De hoornvliesreflex, ook wel knipperreflex genoemd, is het onwillekeurig knipperen van de oogleden dat wordt opgewekt door stimulatie van het hoornvlies (zoals door aanraking of door een vreemd voorwerp), maar kan het gevolg zijn van elke perifere stimulus. De stimulatie moet zowel een directe als een consensuele reactie uitlokken (reactie van het andere oog). De reflex treedt op in een snel tempo van 0,1 seconde. Het doel van deze reflex is de ogen te beschermen tegen vreemde voorwerpen en fel licht (dit laatste staat bekend als de optische reflex). De knipperreflex treedt ook op bij geluiden van meer dan 40-60 dB.
Onderzoek van de hoornvliesreflex maakt deel uit van sommige neurologische tests
De reflex wordt bemiddeld door:
- de nasociliaire tak van de oogheelkundige tak (V1) van de nervus trigeminus (CN V), die de prikkel alleen op het hoornvlies waarneemt (afferente vezel).
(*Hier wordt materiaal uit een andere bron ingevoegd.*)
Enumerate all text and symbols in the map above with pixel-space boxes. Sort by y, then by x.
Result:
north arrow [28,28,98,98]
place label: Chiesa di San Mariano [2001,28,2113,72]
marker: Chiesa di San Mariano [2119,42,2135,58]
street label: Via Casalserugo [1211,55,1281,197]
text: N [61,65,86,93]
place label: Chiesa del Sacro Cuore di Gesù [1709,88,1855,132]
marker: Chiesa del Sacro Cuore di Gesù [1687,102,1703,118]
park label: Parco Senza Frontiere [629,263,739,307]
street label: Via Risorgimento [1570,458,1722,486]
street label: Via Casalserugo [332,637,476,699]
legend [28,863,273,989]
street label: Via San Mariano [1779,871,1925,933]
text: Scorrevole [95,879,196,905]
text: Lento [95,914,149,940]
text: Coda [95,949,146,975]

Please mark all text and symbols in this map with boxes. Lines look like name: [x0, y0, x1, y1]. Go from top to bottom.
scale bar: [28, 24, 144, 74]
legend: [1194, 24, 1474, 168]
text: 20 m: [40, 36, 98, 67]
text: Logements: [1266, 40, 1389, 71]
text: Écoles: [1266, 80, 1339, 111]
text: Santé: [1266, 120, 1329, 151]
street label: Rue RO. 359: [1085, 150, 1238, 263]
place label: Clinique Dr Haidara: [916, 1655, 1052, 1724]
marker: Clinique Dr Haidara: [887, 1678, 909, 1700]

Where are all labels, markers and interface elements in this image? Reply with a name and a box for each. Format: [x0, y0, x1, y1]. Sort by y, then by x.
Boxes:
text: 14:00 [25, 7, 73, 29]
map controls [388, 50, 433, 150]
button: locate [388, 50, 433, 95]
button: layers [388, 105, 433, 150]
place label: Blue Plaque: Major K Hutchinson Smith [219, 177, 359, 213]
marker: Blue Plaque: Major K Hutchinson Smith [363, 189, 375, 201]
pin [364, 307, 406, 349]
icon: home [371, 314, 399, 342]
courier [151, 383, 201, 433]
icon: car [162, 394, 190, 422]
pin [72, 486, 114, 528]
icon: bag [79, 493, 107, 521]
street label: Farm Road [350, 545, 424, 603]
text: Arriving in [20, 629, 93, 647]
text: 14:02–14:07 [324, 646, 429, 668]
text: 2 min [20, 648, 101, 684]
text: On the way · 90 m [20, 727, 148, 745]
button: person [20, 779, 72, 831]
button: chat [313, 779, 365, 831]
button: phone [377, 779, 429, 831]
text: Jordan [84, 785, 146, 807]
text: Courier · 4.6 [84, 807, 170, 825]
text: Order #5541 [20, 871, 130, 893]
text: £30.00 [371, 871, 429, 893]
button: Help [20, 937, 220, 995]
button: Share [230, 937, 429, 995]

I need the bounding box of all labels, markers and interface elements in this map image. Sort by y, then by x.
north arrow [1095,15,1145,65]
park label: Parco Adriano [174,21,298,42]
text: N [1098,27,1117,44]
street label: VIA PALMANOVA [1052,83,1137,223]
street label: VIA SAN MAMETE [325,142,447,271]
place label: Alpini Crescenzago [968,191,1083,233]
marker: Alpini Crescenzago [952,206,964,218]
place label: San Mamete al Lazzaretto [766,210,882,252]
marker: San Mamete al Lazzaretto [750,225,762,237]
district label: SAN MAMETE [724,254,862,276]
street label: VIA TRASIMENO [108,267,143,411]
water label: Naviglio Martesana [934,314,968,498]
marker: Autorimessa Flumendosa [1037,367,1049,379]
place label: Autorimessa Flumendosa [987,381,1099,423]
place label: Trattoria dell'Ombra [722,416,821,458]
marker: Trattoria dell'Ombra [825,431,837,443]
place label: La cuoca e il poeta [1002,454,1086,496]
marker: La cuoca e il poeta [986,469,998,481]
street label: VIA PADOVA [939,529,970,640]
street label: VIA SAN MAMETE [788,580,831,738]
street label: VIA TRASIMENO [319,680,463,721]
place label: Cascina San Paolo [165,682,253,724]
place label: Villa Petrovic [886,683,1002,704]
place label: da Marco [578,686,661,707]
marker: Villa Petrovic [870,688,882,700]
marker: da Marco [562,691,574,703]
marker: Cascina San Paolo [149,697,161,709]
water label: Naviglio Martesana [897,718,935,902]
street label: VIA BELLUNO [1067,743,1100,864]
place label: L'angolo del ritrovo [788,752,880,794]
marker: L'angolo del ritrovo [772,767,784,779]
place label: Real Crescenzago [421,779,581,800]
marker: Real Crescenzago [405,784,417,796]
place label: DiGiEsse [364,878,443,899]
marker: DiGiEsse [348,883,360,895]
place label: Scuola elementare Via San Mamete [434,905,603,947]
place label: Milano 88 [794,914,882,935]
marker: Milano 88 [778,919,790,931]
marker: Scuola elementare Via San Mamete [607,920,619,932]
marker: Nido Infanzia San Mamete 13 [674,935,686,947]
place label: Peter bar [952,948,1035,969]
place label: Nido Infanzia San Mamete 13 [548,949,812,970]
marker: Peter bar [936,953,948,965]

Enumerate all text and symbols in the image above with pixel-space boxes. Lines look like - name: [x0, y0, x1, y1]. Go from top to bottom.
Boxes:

- de temporale en zygomatische takken van de nervus facialis (CN VII) die de motorische respons initiëren (efferente vezel).
- het centrum (nucleus) bevindt zich in de pons van de hersenstam.
Het gebruik van contactlenzen kan het testen van deze reflex verminderen of opheffen.
De optische reflex, daarentegen, is trager en wordt bemiddeld door de visuele cortex, die zich in de occipitale hersenkwab bevindt. De reflex is afwezig bij zuigelingen jonger dan negen maanden.
Het onderzoek van de hoornvliesreflex is een onderdeel van sommige neurologische onderzoeken, met name bij de evaluatie van coma, zoals de FOUR score. Beschadiging van de oogheelkundige tak (V1) van de nervus trigeminus leidt tot een afwezige hoornvliesreflex wanneer het aangedane oog wordt gestimuleerd. Stimulatie van één hoornvlies heeft normaal een consensuele respons, waarbij beide oogleden normaal sluiten.